DATA UNDER STUDY:
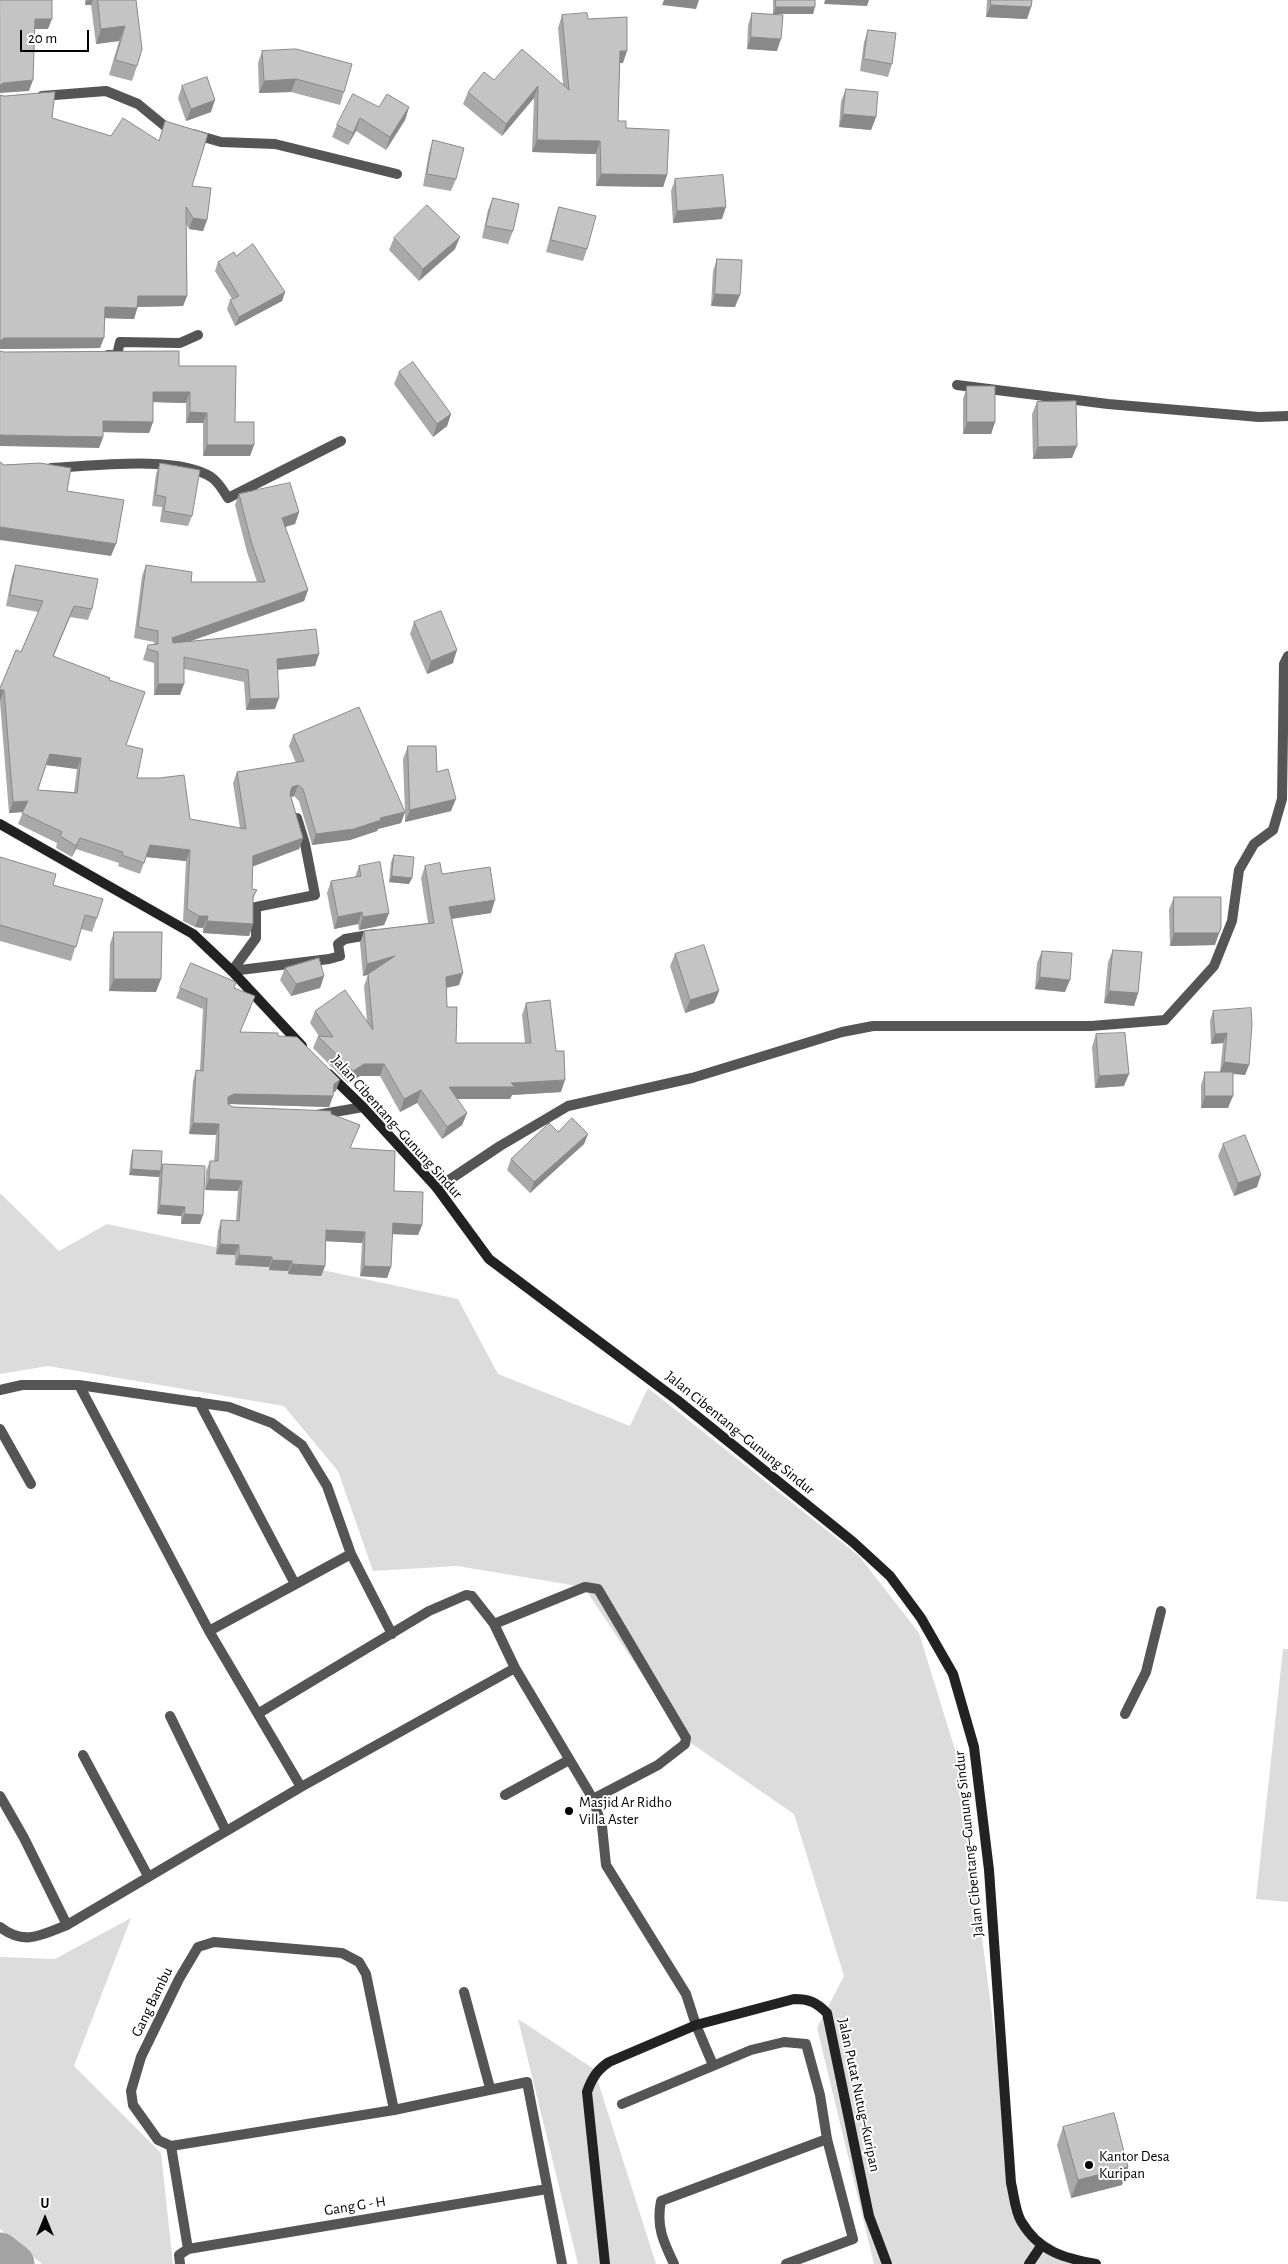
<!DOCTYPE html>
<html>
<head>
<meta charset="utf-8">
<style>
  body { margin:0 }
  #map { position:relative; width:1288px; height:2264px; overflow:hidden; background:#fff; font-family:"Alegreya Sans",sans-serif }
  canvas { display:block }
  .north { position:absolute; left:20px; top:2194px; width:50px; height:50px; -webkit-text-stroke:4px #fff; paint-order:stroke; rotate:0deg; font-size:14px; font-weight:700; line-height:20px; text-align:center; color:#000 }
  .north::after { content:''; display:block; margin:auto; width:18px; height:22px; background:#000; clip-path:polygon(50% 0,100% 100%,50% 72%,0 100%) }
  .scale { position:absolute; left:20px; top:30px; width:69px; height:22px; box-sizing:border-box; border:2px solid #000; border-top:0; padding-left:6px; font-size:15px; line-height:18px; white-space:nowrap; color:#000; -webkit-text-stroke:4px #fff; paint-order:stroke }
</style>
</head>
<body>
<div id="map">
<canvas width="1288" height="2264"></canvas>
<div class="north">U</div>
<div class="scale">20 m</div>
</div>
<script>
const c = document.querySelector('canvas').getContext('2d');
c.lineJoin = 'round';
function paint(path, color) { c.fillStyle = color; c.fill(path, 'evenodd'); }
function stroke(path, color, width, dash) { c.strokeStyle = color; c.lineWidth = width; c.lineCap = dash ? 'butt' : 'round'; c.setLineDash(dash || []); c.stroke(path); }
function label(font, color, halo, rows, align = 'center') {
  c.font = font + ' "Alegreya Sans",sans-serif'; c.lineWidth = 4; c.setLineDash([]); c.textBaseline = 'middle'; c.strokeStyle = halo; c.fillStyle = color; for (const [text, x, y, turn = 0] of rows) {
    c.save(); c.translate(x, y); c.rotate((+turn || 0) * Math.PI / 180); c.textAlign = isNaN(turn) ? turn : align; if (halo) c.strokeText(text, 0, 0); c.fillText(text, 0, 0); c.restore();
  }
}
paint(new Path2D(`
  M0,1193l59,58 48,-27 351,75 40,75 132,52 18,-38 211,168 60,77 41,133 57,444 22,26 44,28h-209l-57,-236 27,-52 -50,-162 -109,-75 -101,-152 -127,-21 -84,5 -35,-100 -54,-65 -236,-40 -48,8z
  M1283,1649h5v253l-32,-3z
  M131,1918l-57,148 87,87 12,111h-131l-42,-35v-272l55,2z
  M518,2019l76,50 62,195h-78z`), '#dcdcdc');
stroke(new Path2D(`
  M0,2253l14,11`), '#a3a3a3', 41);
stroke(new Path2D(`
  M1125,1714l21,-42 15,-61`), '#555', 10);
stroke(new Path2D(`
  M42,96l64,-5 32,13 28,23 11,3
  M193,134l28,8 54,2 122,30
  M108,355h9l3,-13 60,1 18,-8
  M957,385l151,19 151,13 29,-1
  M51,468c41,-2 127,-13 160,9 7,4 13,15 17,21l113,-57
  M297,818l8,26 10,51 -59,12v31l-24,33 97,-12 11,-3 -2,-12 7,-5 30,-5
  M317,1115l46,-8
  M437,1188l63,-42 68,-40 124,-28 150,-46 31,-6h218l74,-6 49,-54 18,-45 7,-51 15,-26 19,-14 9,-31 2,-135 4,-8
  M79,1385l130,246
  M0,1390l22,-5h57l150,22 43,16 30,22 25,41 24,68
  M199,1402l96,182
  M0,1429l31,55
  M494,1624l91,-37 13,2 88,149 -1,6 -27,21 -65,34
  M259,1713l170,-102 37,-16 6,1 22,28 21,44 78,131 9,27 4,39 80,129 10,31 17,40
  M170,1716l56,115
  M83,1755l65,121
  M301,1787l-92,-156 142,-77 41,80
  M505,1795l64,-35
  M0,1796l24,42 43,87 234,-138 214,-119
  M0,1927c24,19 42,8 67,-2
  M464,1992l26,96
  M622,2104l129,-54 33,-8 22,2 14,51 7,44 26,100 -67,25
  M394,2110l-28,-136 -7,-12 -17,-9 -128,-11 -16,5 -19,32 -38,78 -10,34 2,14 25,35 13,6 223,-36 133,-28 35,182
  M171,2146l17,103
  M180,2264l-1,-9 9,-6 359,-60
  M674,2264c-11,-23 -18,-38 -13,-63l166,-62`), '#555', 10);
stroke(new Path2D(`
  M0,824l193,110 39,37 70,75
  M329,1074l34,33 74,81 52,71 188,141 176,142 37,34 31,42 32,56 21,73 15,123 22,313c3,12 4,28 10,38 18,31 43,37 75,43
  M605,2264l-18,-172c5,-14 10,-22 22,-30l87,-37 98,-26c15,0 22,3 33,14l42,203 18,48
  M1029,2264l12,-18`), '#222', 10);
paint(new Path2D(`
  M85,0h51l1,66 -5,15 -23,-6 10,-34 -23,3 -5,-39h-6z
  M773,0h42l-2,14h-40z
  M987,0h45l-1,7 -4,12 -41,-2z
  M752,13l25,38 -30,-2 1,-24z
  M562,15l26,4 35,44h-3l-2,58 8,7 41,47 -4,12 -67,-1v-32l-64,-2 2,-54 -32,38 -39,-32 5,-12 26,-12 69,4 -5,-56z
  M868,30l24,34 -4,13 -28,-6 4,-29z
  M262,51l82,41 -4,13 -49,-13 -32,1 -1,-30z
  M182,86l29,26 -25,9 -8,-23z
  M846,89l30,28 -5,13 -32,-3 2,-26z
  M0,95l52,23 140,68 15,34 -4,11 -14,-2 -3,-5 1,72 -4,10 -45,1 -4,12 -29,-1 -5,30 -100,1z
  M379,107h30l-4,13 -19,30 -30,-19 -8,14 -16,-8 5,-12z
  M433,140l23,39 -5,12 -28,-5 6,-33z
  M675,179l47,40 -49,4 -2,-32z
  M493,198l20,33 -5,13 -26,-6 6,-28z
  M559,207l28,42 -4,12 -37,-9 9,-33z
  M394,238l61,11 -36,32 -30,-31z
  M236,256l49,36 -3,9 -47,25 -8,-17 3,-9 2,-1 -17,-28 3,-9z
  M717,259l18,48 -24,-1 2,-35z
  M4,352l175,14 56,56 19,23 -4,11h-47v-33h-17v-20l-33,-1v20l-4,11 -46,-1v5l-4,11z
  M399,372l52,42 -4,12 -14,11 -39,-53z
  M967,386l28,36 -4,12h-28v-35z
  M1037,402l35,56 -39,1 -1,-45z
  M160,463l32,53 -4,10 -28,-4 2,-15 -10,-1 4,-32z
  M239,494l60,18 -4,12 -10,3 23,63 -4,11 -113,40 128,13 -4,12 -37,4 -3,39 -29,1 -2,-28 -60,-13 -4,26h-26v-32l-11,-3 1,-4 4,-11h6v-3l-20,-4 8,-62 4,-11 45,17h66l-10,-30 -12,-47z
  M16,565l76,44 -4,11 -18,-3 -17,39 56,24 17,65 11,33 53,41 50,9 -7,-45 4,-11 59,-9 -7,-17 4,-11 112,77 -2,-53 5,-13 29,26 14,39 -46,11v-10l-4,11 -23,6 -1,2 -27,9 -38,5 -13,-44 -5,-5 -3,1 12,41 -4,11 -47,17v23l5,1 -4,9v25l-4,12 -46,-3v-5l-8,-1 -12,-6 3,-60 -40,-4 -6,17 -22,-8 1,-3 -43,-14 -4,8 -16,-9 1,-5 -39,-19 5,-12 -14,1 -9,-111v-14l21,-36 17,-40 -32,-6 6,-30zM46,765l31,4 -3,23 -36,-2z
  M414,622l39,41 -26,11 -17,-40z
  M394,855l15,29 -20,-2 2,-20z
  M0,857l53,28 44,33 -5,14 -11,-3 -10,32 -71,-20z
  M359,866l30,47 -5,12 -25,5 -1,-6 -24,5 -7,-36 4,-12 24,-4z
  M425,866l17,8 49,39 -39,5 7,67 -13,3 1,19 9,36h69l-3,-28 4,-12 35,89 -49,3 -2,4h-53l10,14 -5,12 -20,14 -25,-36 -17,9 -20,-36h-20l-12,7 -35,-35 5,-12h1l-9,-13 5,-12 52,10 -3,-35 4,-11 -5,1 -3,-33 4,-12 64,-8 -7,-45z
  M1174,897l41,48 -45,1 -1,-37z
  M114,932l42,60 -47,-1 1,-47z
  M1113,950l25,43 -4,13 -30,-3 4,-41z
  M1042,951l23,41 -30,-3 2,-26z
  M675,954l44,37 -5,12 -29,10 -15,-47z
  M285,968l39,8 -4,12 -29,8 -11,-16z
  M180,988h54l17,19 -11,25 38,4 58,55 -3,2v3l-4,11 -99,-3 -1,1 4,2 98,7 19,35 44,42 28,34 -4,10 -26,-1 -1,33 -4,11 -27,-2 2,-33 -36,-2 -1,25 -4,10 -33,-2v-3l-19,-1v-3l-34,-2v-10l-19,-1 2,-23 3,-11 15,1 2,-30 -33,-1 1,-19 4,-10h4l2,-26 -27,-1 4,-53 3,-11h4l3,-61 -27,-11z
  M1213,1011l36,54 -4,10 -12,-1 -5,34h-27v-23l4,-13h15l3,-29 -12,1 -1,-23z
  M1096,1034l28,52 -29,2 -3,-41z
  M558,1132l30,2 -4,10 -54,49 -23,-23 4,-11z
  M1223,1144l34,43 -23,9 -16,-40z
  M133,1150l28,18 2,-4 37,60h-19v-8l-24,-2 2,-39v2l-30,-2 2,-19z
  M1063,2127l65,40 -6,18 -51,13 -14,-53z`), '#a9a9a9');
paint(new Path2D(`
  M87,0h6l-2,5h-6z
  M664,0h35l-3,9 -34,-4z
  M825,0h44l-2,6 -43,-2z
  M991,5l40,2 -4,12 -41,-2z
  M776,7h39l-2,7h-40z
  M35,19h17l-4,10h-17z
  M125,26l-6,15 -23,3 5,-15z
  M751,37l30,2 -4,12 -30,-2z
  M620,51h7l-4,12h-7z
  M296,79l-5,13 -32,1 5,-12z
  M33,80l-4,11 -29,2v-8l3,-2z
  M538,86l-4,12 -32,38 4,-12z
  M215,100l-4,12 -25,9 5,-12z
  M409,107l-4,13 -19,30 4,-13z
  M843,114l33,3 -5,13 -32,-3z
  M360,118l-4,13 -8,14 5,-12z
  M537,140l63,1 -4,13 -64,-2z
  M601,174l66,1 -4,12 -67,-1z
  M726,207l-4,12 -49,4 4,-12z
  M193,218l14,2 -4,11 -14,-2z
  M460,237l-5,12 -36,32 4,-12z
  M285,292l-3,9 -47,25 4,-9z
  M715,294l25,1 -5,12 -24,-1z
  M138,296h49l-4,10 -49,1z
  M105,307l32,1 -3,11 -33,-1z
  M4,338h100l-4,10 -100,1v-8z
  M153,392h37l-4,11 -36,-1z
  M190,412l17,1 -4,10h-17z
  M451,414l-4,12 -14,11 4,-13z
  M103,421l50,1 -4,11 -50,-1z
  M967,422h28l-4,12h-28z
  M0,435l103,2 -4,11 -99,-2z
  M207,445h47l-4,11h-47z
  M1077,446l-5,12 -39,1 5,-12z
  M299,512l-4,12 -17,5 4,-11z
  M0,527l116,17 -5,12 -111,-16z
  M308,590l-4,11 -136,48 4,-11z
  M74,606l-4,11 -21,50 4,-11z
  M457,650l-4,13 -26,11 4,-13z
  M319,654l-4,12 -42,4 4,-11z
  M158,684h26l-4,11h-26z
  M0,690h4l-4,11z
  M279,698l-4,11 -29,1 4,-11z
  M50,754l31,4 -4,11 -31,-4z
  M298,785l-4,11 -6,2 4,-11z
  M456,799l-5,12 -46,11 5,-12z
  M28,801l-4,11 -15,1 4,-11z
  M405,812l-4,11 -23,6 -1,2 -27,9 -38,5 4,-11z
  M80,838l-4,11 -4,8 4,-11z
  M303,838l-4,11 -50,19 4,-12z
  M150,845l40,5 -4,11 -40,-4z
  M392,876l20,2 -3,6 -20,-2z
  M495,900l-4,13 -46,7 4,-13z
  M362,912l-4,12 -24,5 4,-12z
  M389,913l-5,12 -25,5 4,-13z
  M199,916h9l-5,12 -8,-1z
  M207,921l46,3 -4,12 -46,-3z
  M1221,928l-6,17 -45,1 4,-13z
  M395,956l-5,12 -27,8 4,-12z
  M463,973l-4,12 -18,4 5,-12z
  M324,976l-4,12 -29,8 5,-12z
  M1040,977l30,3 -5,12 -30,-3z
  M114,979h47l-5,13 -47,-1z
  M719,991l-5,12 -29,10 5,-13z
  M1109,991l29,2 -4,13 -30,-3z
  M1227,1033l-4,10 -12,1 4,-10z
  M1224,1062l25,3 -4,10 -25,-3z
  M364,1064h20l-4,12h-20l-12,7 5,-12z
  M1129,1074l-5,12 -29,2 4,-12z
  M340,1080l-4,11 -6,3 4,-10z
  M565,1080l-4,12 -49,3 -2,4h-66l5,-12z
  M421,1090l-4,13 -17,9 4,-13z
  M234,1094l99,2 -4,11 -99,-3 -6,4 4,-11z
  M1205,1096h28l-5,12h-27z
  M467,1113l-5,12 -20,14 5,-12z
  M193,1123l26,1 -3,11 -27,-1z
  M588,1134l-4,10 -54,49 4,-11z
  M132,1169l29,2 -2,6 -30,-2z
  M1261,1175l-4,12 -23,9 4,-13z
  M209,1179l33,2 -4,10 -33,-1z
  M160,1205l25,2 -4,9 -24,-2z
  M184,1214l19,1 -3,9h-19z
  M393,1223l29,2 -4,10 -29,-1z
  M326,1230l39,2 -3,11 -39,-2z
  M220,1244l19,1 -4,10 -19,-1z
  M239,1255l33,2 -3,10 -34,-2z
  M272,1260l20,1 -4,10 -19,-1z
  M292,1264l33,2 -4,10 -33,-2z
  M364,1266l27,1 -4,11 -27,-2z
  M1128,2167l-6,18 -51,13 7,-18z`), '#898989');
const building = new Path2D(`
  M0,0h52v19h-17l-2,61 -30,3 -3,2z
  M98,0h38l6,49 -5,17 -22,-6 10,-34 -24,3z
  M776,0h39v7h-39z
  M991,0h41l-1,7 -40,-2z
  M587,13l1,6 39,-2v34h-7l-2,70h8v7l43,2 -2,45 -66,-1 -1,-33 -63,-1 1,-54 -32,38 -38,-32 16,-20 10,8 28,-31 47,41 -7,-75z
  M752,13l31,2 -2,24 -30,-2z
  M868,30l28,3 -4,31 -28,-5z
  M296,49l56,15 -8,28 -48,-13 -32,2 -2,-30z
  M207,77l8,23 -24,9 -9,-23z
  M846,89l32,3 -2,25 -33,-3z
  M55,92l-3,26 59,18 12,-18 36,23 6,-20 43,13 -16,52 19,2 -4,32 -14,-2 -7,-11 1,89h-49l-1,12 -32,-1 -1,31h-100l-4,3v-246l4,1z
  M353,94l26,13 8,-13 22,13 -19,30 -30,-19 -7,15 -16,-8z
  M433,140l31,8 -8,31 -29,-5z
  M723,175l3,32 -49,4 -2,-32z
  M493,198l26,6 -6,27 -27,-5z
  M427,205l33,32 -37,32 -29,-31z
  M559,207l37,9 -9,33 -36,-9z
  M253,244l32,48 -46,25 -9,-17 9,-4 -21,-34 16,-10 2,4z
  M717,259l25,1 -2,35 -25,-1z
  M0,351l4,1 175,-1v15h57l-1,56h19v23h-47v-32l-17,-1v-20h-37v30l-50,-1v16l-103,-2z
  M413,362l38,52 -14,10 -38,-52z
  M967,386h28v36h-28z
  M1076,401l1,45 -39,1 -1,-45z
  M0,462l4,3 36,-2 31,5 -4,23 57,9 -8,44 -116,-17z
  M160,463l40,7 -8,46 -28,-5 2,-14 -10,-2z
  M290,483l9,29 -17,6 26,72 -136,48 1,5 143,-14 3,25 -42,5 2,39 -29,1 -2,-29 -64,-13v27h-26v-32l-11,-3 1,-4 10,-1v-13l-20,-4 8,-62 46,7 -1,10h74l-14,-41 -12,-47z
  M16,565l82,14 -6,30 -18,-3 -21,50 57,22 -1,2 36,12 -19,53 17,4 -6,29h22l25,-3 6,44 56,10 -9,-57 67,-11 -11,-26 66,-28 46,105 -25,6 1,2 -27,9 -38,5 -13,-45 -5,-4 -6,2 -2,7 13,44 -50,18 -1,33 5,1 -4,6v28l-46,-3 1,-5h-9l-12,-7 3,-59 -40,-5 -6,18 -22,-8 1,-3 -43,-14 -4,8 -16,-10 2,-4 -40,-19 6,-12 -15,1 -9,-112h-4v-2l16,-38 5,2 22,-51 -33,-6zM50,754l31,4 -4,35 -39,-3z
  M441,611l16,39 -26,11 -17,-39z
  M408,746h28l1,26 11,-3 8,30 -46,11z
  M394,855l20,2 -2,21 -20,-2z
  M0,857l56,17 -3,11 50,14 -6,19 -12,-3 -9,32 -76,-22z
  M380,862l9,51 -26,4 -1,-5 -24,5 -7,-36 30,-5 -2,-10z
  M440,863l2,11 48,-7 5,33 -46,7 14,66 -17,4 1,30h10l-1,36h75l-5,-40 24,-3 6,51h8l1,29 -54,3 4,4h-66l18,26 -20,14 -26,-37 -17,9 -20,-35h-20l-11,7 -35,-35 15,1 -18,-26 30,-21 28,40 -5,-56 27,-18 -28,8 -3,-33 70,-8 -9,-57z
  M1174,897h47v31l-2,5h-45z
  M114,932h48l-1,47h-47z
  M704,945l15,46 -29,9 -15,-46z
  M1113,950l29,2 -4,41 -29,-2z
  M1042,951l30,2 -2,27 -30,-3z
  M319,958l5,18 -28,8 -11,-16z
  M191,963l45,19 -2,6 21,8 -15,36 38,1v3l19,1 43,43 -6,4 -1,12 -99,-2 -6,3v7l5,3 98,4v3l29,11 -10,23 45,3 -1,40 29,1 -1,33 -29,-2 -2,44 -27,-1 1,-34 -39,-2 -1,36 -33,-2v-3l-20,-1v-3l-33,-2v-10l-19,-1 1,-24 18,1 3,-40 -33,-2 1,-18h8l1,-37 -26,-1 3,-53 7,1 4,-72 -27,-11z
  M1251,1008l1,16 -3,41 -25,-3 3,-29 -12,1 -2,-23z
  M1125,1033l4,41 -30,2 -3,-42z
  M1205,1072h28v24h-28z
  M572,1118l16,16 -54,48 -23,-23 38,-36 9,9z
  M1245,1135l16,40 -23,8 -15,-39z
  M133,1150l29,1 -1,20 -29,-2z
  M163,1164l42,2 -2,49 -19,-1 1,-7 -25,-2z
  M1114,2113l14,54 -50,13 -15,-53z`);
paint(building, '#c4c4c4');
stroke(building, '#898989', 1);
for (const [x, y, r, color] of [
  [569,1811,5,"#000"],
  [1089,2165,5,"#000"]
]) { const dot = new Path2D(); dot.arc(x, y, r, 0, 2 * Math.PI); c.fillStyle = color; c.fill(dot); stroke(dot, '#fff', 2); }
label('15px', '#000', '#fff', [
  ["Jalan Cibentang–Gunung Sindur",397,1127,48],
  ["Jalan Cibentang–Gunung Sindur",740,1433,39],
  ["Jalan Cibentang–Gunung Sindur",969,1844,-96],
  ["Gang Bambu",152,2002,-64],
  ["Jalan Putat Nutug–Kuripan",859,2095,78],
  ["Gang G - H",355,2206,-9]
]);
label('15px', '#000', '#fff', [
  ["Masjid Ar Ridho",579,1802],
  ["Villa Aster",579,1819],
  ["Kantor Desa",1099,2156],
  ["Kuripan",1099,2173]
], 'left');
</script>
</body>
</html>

TASK:
Show, from the listing above, every line holding the word "rotate".

PROBLEM SOLUTION:
  .north { position:absolute; left:20px; top:2194px; width:50px; height:50px; -webkit-text-stroke:4px #fff; paint-order:stroke; rotate:0deg; font-size:14px; font-weight:700; line-height:20px; text-align:center; color:#000 }
    c.save(); c.translate(x, y); c.rotate((+turn || 0) * Math.PI / 180); c.textAlign = isNaN(turn) ? turn : align; if (halo) c.strokeText(text, 0, 0); c.fillText(text, 0, 0); c.restore();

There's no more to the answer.